* _TASK DESCRIPTION_
Tell me, please, how many lines in the records below include the word "John". Give no more than the number.

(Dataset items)
= Beginning of Section =
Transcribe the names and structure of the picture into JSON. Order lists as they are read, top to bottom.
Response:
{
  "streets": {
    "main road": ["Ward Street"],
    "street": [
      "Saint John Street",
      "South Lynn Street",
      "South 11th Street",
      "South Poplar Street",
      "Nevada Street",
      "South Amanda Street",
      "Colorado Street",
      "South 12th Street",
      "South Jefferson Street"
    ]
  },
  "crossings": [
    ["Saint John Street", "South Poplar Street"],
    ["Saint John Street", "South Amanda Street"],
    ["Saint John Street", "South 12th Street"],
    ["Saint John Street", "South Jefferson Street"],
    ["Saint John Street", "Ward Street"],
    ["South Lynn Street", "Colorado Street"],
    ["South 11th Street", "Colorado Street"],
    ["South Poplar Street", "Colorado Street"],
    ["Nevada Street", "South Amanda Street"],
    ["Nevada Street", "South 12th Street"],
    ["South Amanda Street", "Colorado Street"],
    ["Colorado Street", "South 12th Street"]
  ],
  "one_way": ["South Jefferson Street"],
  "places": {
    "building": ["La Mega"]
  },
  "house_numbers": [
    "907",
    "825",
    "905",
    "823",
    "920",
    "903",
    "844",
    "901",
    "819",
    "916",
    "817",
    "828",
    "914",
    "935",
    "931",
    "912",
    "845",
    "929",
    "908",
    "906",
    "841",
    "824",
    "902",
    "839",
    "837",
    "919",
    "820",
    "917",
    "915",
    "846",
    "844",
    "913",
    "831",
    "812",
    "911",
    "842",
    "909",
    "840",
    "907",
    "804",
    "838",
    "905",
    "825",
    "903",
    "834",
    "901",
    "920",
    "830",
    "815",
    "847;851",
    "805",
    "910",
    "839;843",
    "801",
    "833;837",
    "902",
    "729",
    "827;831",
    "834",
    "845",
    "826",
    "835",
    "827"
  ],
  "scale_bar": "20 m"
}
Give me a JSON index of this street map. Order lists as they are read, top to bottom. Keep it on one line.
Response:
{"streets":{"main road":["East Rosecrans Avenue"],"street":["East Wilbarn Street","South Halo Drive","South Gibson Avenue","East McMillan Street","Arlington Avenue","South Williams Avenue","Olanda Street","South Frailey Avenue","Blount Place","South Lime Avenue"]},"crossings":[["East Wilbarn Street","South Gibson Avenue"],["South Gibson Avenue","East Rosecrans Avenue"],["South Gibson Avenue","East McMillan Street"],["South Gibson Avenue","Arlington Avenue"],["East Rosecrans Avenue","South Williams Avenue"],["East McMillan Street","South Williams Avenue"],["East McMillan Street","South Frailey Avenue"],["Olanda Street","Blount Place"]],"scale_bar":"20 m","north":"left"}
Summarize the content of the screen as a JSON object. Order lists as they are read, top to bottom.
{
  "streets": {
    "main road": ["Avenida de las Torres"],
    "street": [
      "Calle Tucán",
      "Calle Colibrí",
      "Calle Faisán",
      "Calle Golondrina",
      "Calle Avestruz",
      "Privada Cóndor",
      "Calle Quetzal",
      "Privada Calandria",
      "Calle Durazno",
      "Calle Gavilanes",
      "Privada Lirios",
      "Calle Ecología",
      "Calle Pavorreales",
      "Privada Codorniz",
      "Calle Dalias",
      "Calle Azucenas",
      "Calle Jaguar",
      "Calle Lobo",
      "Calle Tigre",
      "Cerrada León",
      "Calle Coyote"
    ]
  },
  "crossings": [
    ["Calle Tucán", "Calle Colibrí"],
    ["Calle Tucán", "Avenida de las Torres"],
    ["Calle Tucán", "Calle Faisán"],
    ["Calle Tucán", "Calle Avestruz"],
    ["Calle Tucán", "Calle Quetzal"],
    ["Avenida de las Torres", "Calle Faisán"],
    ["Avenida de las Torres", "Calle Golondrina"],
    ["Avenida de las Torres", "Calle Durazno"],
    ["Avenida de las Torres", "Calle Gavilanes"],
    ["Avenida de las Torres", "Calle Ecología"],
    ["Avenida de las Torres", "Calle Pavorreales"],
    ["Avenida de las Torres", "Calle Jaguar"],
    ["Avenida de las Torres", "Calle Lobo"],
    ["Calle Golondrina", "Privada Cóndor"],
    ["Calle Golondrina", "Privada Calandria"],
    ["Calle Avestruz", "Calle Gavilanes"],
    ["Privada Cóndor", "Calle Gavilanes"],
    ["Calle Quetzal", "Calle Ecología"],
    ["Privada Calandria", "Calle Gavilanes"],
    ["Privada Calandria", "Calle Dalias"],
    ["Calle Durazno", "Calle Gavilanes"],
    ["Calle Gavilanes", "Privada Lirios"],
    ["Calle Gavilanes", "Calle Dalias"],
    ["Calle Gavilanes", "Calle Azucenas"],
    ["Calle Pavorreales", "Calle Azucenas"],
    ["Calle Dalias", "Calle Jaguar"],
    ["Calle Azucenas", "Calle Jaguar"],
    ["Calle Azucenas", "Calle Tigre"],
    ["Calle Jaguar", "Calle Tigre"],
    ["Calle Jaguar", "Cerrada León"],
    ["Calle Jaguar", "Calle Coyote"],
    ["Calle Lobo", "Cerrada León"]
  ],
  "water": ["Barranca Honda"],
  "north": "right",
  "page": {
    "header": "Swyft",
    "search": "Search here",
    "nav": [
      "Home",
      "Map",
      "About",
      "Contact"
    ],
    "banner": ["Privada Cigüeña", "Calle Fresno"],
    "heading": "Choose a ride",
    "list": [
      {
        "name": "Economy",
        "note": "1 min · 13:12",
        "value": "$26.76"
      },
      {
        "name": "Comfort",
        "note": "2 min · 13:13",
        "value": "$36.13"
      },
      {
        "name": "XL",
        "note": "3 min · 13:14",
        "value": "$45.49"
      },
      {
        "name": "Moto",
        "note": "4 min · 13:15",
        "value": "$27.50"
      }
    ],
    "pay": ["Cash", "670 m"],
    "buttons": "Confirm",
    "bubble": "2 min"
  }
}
= End of Section =
* _RESULT BELOW_
6